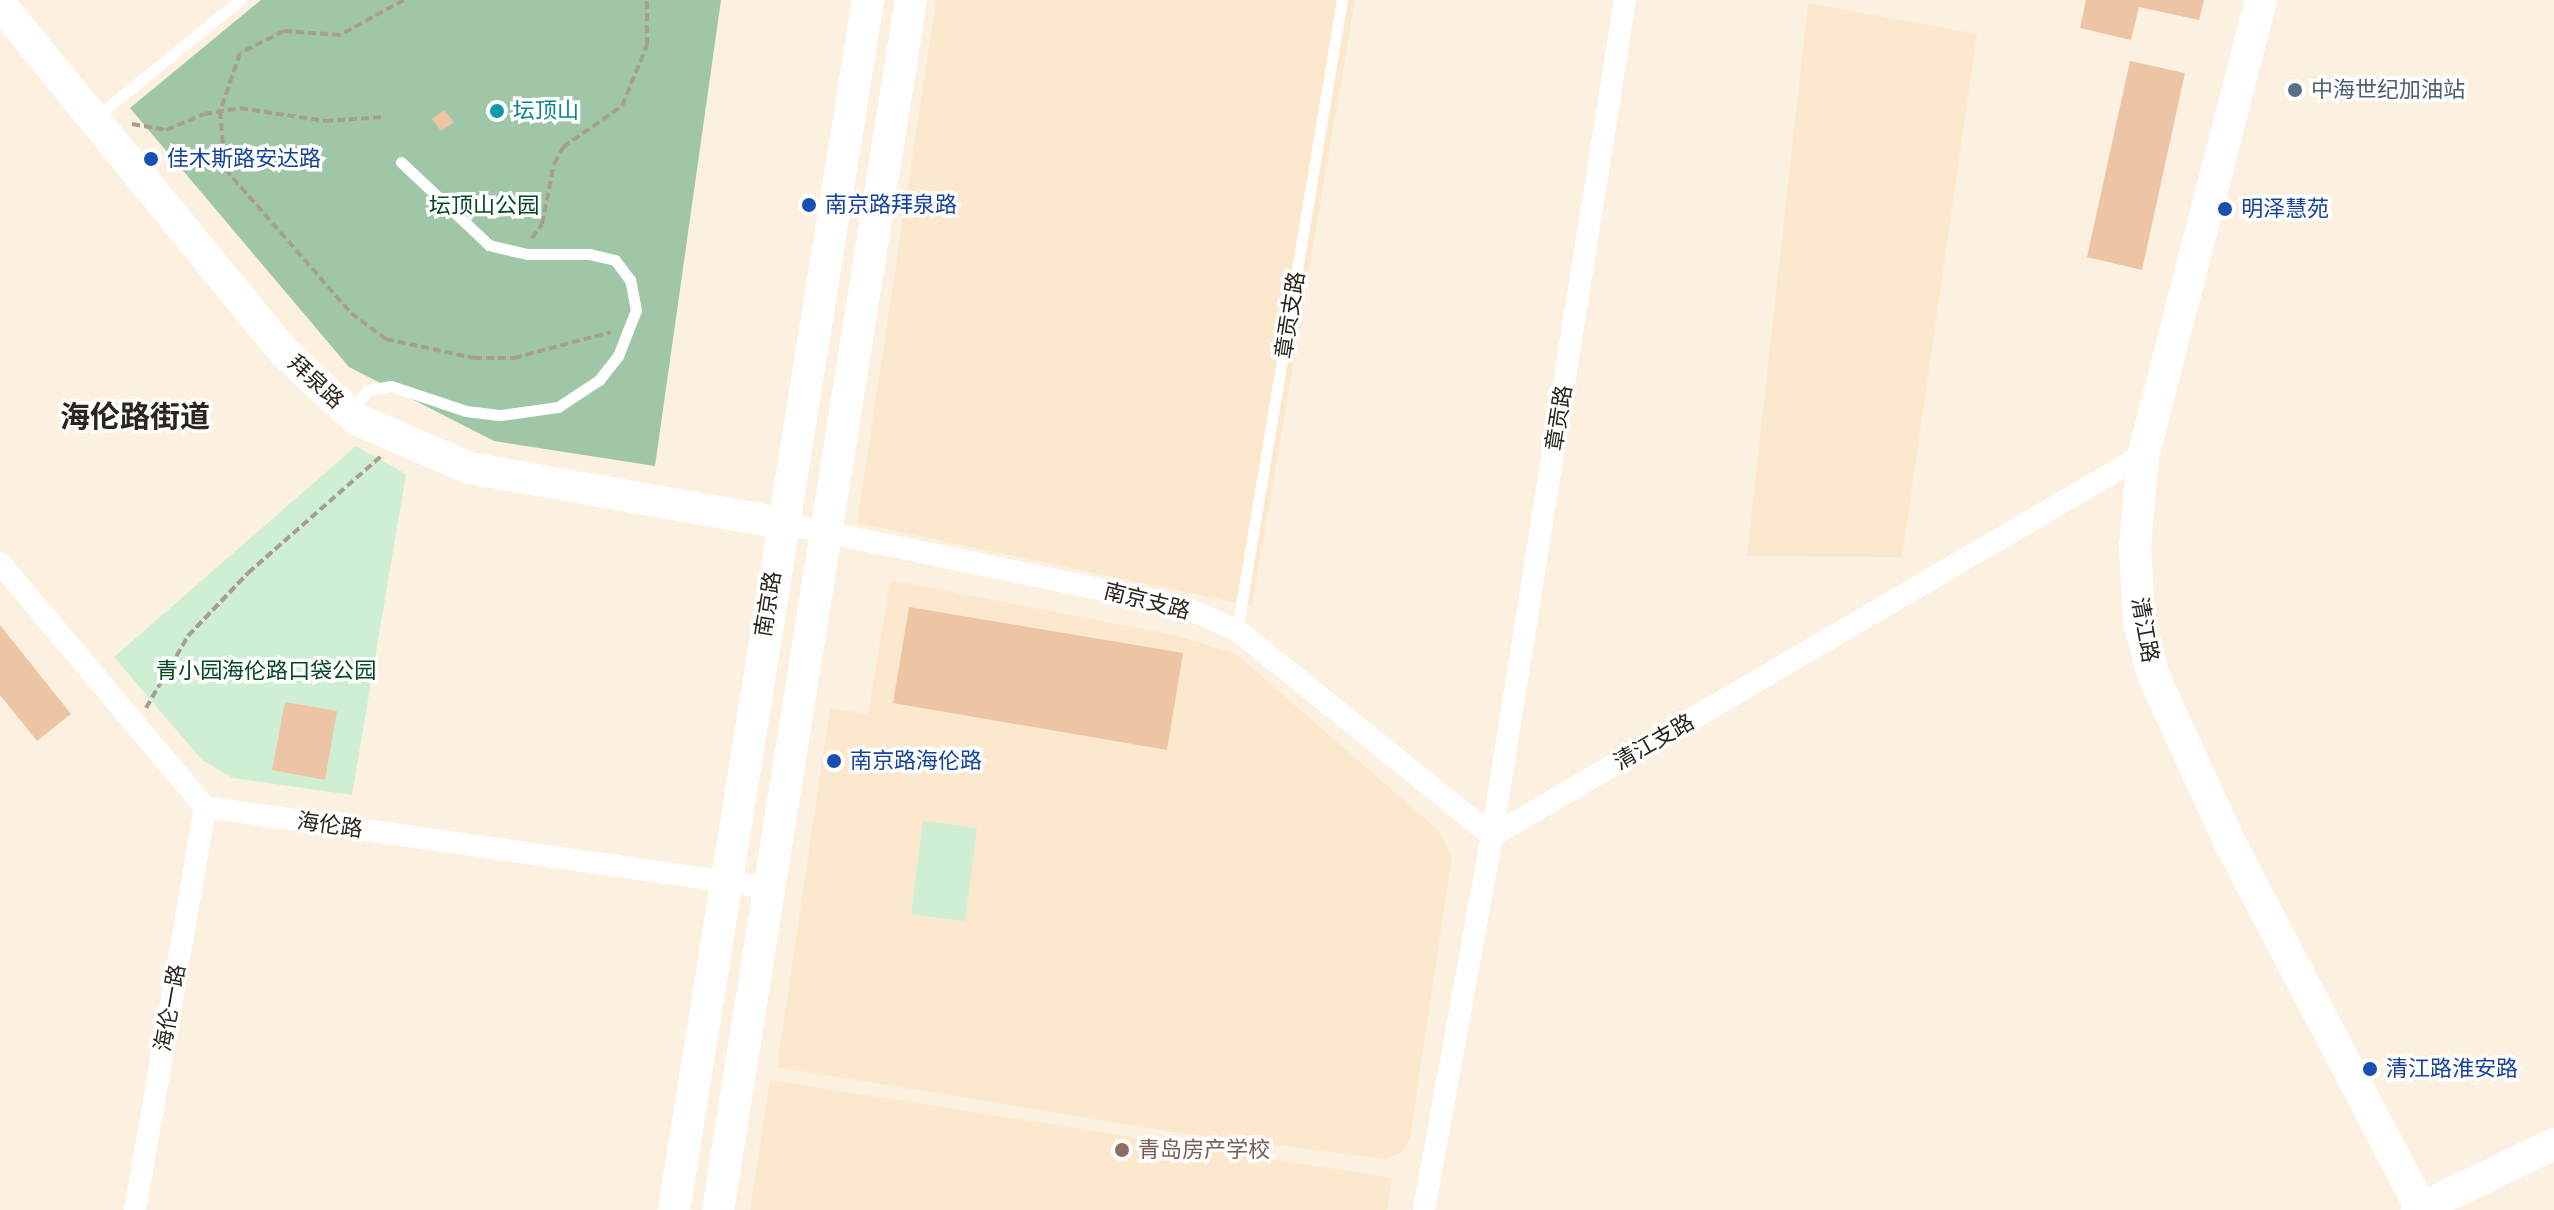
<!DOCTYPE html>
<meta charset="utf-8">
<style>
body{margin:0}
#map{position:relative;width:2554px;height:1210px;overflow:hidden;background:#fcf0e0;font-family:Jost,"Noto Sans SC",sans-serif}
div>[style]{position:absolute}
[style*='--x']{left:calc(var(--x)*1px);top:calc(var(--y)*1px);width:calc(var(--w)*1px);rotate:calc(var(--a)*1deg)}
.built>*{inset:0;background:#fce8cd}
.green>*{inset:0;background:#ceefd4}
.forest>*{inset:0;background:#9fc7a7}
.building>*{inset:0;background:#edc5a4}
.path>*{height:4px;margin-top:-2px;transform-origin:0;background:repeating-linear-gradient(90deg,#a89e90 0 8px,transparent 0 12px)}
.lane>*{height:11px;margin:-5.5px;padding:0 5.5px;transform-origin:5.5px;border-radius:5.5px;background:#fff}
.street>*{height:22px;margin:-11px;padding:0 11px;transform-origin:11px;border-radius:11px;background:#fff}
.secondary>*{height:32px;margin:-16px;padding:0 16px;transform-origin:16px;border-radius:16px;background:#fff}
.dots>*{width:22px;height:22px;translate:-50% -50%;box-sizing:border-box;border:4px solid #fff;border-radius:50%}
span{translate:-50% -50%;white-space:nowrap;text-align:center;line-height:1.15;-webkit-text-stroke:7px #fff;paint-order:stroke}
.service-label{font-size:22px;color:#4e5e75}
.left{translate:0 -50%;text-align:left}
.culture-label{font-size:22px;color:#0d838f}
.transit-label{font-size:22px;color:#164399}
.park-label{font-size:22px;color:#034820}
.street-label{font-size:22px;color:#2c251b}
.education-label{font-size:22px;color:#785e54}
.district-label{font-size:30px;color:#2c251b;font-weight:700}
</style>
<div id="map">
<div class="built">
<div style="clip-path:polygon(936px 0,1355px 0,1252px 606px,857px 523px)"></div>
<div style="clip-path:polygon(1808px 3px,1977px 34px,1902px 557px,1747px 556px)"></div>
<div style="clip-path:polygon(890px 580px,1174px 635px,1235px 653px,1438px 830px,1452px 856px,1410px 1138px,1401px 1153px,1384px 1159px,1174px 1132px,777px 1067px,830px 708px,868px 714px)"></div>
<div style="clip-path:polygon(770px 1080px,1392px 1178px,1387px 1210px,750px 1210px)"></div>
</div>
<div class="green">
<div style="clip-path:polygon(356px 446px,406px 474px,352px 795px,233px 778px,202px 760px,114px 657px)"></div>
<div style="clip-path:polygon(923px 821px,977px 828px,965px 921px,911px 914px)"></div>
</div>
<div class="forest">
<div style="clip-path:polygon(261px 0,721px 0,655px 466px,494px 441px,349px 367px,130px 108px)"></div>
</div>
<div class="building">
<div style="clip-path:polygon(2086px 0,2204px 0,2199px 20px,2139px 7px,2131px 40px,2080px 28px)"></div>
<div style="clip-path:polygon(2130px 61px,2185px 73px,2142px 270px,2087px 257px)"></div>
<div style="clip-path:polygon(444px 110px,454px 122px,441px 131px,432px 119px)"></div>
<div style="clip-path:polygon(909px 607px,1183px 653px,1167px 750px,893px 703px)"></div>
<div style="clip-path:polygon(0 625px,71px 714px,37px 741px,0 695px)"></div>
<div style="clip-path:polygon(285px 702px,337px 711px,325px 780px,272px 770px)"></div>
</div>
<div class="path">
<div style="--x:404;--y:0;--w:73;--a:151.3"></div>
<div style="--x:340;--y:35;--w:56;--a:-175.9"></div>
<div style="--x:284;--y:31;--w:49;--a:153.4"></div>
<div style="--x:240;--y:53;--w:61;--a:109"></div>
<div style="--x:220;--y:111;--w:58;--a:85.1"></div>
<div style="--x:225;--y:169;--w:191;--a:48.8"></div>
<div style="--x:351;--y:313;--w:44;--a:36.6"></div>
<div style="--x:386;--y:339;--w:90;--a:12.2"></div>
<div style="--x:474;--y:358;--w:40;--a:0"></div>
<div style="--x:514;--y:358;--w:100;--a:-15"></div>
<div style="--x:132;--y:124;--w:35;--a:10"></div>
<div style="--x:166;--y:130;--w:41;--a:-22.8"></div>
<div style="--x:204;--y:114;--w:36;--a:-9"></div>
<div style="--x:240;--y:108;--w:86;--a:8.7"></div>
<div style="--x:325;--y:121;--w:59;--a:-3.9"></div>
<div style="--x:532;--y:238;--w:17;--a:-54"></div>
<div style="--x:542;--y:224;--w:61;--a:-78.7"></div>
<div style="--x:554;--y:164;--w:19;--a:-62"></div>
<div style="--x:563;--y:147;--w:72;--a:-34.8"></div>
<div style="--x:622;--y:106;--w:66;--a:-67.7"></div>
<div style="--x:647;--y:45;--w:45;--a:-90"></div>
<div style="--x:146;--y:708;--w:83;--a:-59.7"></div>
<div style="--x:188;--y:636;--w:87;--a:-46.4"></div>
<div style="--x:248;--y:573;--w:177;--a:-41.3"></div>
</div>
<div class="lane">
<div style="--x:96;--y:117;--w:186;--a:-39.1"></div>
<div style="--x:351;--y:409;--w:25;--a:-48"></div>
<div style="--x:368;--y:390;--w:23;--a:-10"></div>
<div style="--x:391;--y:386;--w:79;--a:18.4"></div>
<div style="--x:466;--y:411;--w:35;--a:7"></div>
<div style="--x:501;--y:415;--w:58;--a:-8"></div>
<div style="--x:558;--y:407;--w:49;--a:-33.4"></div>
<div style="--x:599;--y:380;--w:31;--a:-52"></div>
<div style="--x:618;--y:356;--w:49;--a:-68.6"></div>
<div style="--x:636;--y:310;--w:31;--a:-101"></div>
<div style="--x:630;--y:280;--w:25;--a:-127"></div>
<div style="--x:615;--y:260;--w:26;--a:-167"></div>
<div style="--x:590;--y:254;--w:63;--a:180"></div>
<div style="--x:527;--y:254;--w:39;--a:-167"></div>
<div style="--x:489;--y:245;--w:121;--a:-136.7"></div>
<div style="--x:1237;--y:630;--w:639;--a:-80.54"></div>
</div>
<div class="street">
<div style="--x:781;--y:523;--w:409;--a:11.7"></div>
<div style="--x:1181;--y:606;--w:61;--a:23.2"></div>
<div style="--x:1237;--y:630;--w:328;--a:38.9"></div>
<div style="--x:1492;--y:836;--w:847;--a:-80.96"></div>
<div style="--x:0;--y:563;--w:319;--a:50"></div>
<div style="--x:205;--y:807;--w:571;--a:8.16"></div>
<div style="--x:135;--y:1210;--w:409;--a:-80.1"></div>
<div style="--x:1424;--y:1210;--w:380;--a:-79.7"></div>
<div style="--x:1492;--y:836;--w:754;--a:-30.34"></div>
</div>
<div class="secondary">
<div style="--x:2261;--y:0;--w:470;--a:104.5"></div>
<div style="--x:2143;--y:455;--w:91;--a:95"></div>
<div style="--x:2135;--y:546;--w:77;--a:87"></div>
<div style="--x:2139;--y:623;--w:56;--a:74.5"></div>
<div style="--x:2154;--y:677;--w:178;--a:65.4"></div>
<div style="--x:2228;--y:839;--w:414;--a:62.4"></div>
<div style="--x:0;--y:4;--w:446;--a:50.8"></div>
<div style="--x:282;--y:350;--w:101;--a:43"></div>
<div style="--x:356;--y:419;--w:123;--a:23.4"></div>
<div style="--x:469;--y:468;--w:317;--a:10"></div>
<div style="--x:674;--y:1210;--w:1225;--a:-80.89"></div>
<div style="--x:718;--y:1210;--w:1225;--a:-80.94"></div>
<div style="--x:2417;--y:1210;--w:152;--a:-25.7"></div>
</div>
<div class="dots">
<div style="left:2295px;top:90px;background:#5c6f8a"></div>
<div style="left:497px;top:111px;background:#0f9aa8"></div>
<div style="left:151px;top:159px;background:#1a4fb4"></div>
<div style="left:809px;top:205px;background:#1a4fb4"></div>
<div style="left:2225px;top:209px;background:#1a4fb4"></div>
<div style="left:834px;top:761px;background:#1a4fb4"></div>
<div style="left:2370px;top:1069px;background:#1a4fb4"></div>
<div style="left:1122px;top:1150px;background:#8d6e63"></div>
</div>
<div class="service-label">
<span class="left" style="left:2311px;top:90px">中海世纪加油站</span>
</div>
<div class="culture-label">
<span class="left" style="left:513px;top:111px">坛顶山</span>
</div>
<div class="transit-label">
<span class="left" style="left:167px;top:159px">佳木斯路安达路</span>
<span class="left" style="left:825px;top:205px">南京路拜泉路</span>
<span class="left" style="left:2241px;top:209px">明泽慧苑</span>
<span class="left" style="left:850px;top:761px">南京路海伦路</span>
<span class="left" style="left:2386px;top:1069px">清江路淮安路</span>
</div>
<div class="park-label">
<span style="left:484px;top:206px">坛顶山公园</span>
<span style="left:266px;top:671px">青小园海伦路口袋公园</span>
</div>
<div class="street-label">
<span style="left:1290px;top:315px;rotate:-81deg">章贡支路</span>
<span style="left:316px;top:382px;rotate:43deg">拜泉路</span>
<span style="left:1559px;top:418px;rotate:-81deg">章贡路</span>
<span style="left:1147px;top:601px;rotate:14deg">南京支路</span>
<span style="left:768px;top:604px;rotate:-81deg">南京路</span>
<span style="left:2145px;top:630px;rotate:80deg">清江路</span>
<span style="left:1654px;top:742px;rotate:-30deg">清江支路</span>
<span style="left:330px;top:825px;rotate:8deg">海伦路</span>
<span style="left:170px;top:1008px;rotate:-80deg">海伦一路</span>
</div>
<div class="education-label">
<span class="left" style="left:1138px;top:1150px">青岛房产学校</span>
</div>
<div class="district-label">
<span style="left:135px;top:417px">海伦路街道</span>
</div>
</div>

BRIEF
Count every line of the records that holds "position". State the number, nothing else.

EXERCISE ANSWER
2